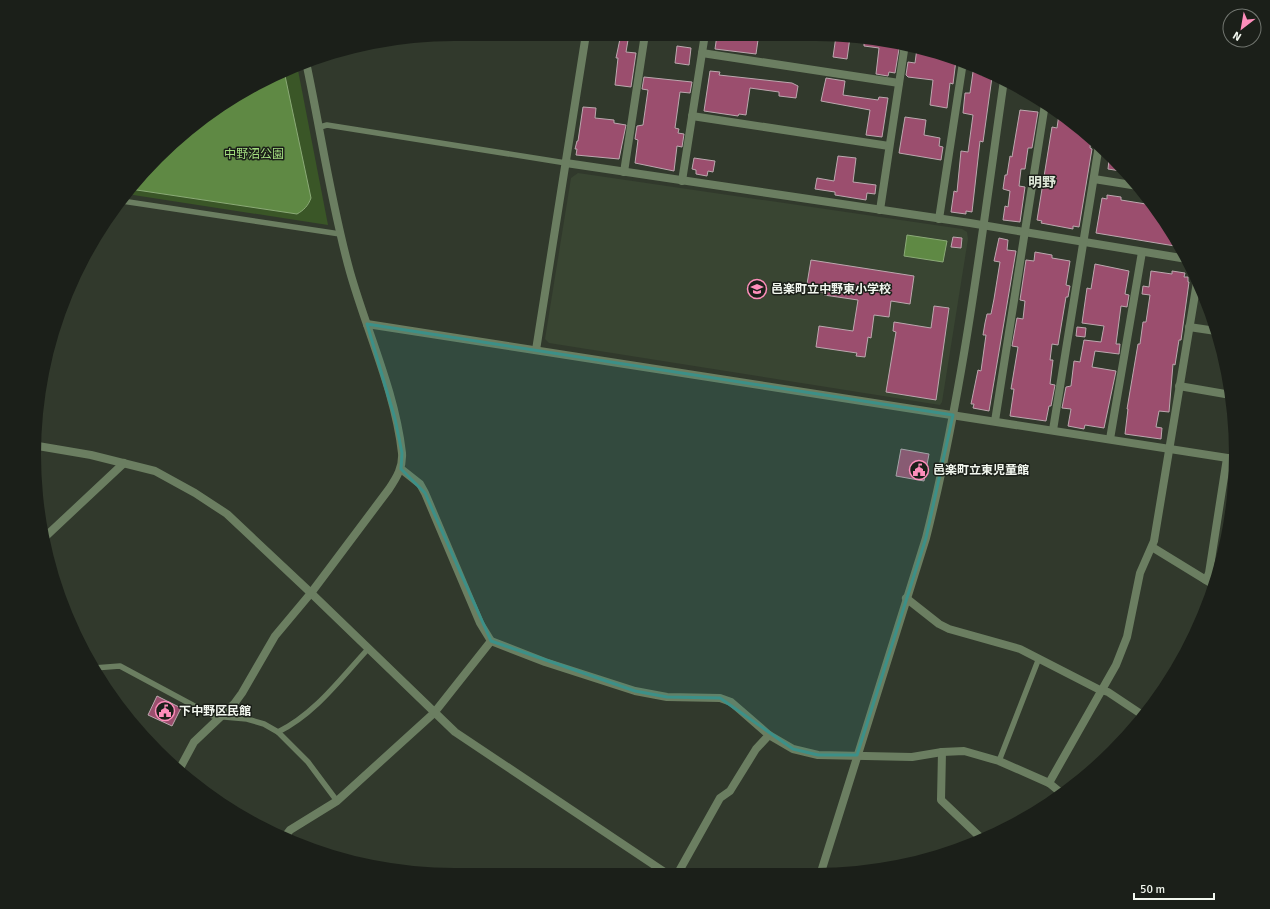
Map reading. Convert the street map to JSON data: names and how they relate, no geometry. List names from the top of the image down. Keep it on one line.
{"districts":["明野"],"parks":["中野沼公園"],"places":{"school or university":["邑楽町立中野東小学校"],"public building":["邑楽町立東児童館","下中野区民館"]},"scale_bar":"50 m","north":"bottom left"}
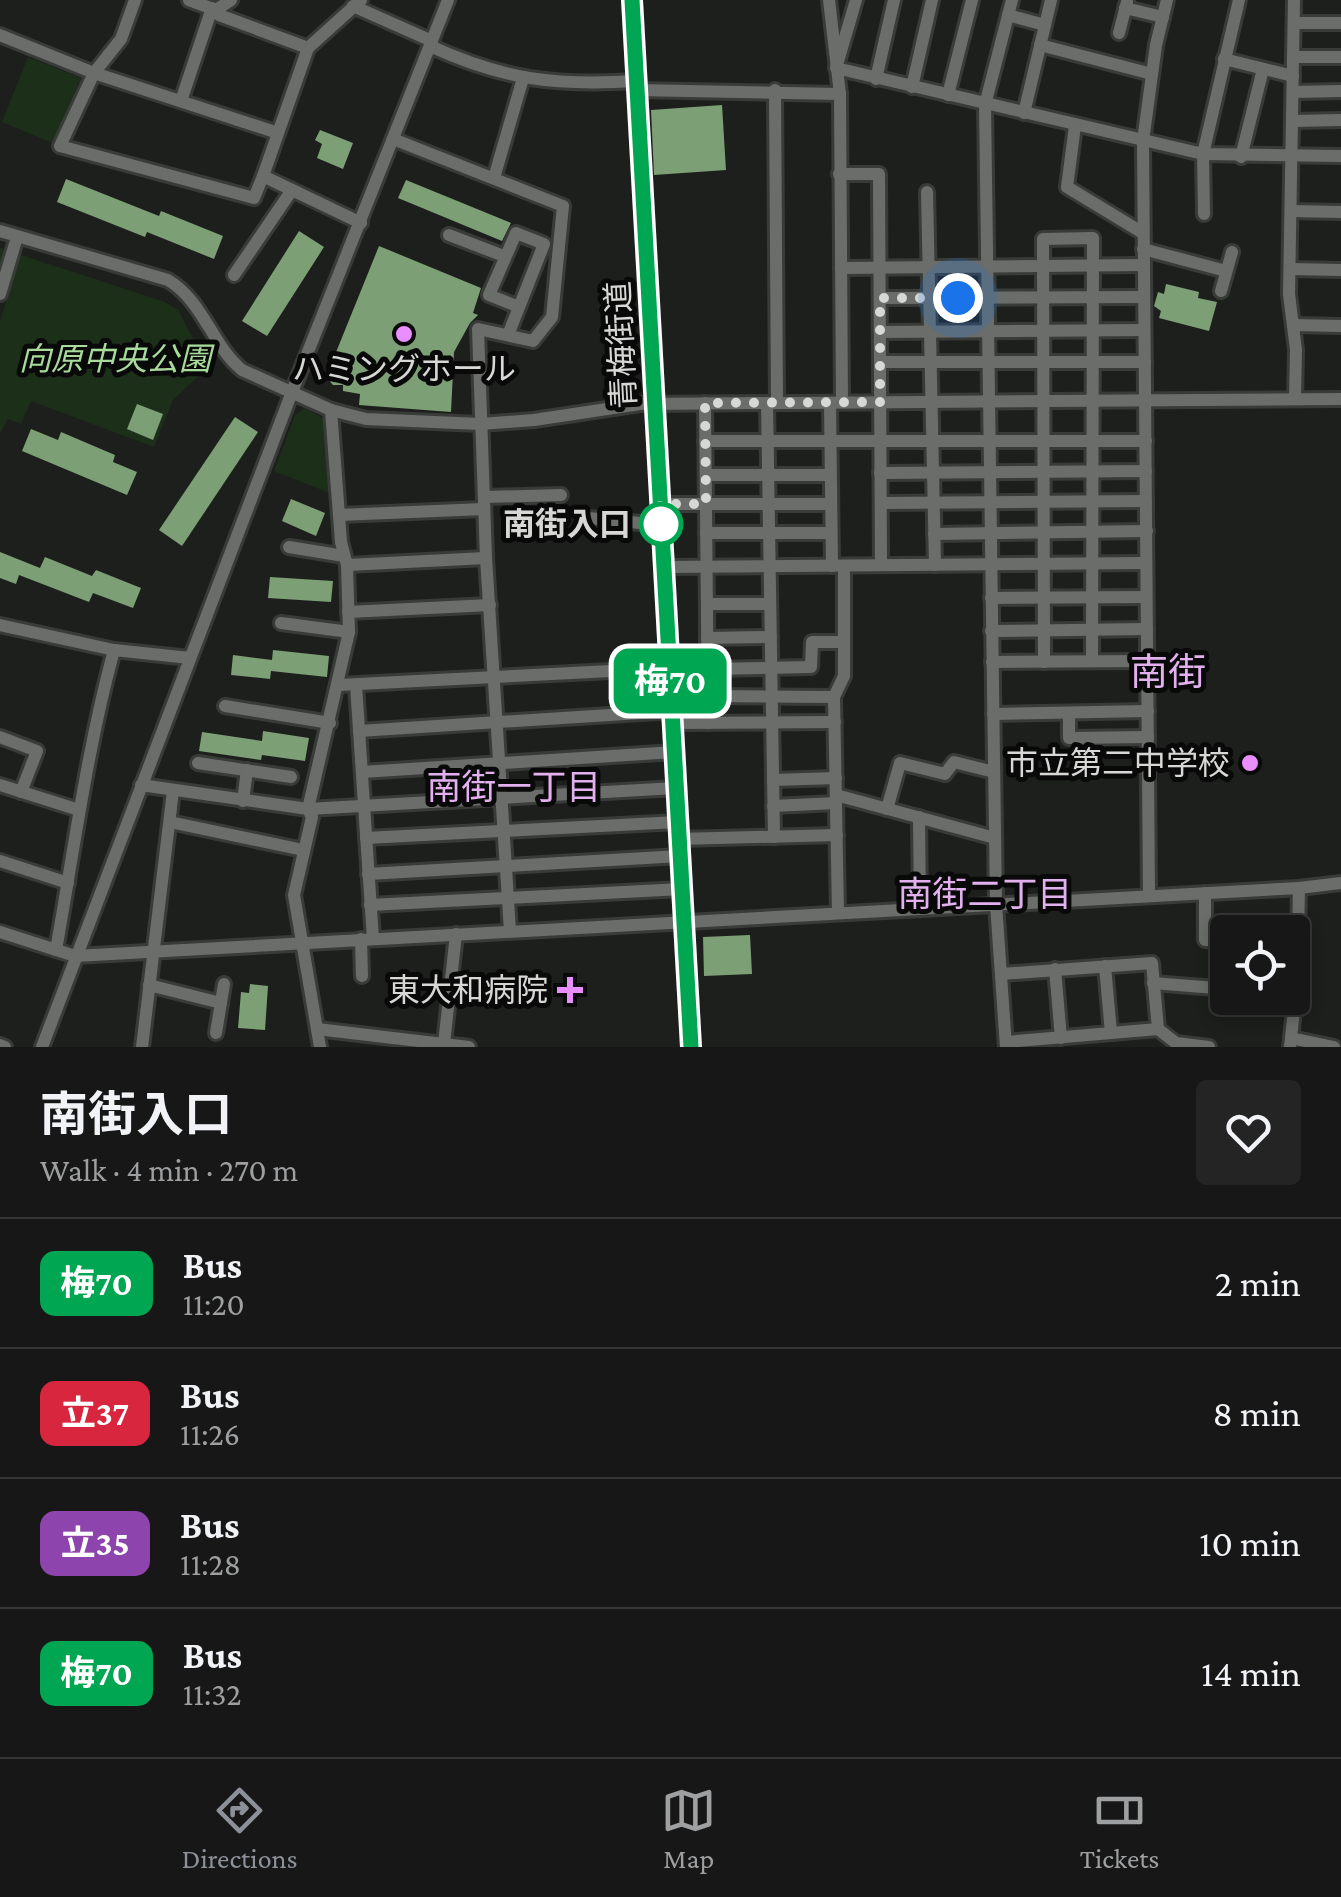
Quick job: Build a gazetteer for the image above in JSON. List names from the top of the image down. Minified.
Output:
{"streets":{"main road":["青梅街道"]},"districts":["南街","南街一丁目","南街二丁目"],"parks":["向原中央公園"],"places":{"other":["ハミングホール","南街入口","市立第二中学校"],"health":["東大和病院"]},"lines":["bus line 梅70"],"page":{"on_map":"梅70","heading":["南街入口","Walk · 4 min · 270 m"],"list":[{"mark":"梅70","name":"Bus","note":"11:20","value":"2 min"},{"mark":"立37","name":"Bus","note":"11:26","value":"8 min"},{"mark":"立35","name":"Bus","note":"11:28","value":"10 min"},{"mark":"梅70","name":"Bus","note":"11:32","value":"14 min"}],"tabs":["Directions","Map","Tickets"]}}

WHAT TO WORK ON:
Everything from the line containing "Quick job: Build" through the final line above must be copied exactly, with both ends kept.

WORKED SOLUTION:
Quick job: Build a gazetteer for the image above in JSON. List names from the top of the image down. Minified.
Output:
{"streets":{"main road":["青梅街道"]},"districts":["南街","南街一丁目","南街二丁目"],"parks":["向原中央公園"],"places":{"other":["ハミングホール","南街入口","市立第二中学校"],"health":["東大和病院"]},"lines":["bus line 梅70"],"page":{"on_map":"梅70","heading":["南街入口","Walk · 4 min · 270 m"],"list":[{"mark":"梅70","name":"Bus","note":"11:20","value":"2 min"},{"mark":"立37","name":"Bus","note":"11:26","value":"8 min"},{"mark":"立35","name":"Bus","note":"11:28","value":"10 min"},{"mark":"梅70","name":"Bus","note":"11:32","value":"14 min"}],"tabs":["Directions","Map","Tickets"]}}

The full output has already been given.